We had no time to notice anything else. Like in a battle field where there are thousands of wounded soldiers all clamoring to be saved, the foremost importance is making sure they survive even if it means amputating some parts to salvage the whole. So we have spent the last several decades making sure people live and survive by trying to prevent falls, being bed ridden, frozen, drowning on their own saliva or having pneumonia.

No one really complained since like the movie Awakenings everyone seemed happy to be able to move once more. But life was never perfect there were other problems we physicians as well as patients were aware of but with lack of treatments for these we managed the best we could. And in reality since the majority of patients we were treating at the time seemed to be elderly (the older I get this age distinction seems to become hazier), most in fact died of other medical causes because they never had time to go through all the stages, this being a slowly progressive disease developing over 30 years’ time.
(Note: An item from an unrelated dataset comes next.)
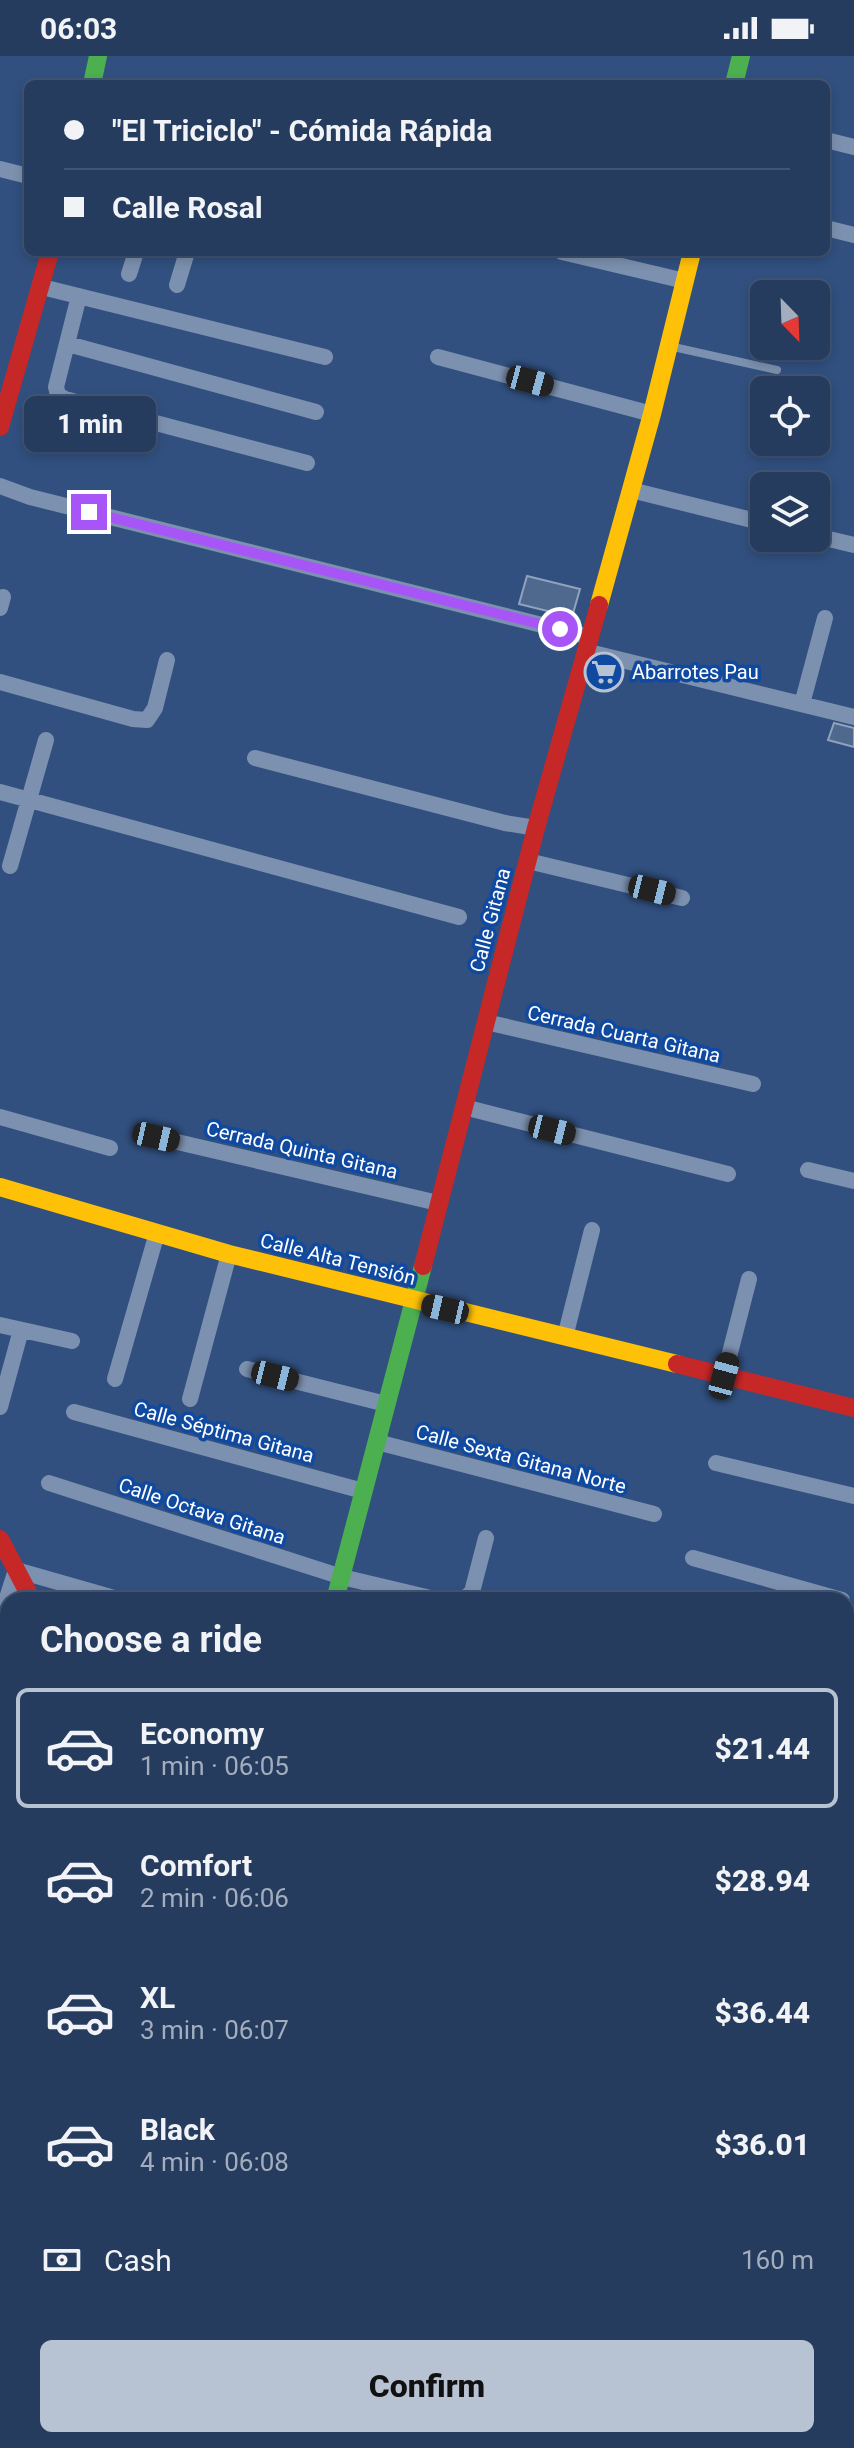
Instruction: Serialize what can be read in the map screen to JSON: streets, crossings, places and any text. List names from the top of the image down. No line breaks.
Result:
{"streets":{"street":["Calle Gitana","Cerrada Cuarta Gitana","Cerrada Quinta Gitana","Calle Alta Tensión","Calle Séptima Gitana","Calle Sexta Gitana Norte","Calle Octava Gitana"]},"crossings":[["Calle Gitana","Cerrada Cuarta Gitana"],["Calle Gitana","Cerrada Quinta Gitana"],["Calle Gitana","Calle Alta Tensión"],["Calle Gitana","Calle Séptima Gitana"],["Calle Gitana","Calle Sexta Gitana Norte"],["Calle Gitana","Calle Octava Gitana"]],"places":{"supermarket":["Abarrotes Pau"]},"north":"bottom right","page":{"status":"06:03","banner":["\"El Triciclo\" - Cómida Rápida","Calle Rosal"],"bubble":"1 min","heading":"Choose a ride","list":[{"name":"Economy","note":"1 min · 06:05","value":"$21.44"},{"name":"Comfort","note":"2 min · 06:06","value":"$28.94"},{"name":"XL","note":"3 min · 06:07","value":"$36.44"},{"name":"Black","note":"4 min · 06:08","value":"$36.01"}],"pay":["Cash","160 m"],"buttons":"Confirm"}}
So now that we have given patients a better quality of life with the myriad of new medications and surgical treatments available to us, we realize that the care is not perfect. This is compounded by the fact that we appear to be having increased incidence in younger onset PD (this still remains to be determined). Now that the life threatening issues have been controlled for the most part we have a grand task of getting people to not just survive but actually thrive once more.

This is where we currently stand, as physicians we are just beginning to grasp the challenge of giving a person back their wholeness while the patient (me and you) realizing the enormity of our deficits want to feel whole instantaneously.
Yet, none of us has a magic one and medicine is still one step at a time (moving at times at the pace of a snails crawl) following the creed of “do no harm” first.
So I realized that instead of being frustrated I should be grateful that 12 years into a disease I am fully independent and capable of having a full life and rather than thinking that our physicians are not caring or acting fast enough for our satisfaction we should find ways to help them help us.

So, now that the mud is beginning to settle, we are getting a clearer picture of the complexity that is PD. The good news is that the majority of non-motor symptoms actually have treatments. The bad news is that we can’t fix all at one time. This means picking your battles (the 3 most important at a time) and tackling one by one. Stay in constant communication with your physician, means regular appointments every 3 months- more often if needed. Write down your problems, look for patterns, ask questions, have a stake in your illness- this is a race not a sprint. This requires a change in life style. Just because we take some pills we can’t expect to be better without us putting some work as well- like stretching, moving, sleeping well, watching what we eat, and staying mentally active. Believe you me it’s a lot of work on a daily basis, but if you want to be around ‘til the next breakthrough in science this is what we have to do.

After pondering these things, I feel much better about my care and my life. I hope this helps you as well. There is a big bright future ahead don’t give up know – give your doctors a chance – most really do care but are simply overwhelmed at the scale of the iceberg ahead. Help them chip at it for your own well-being.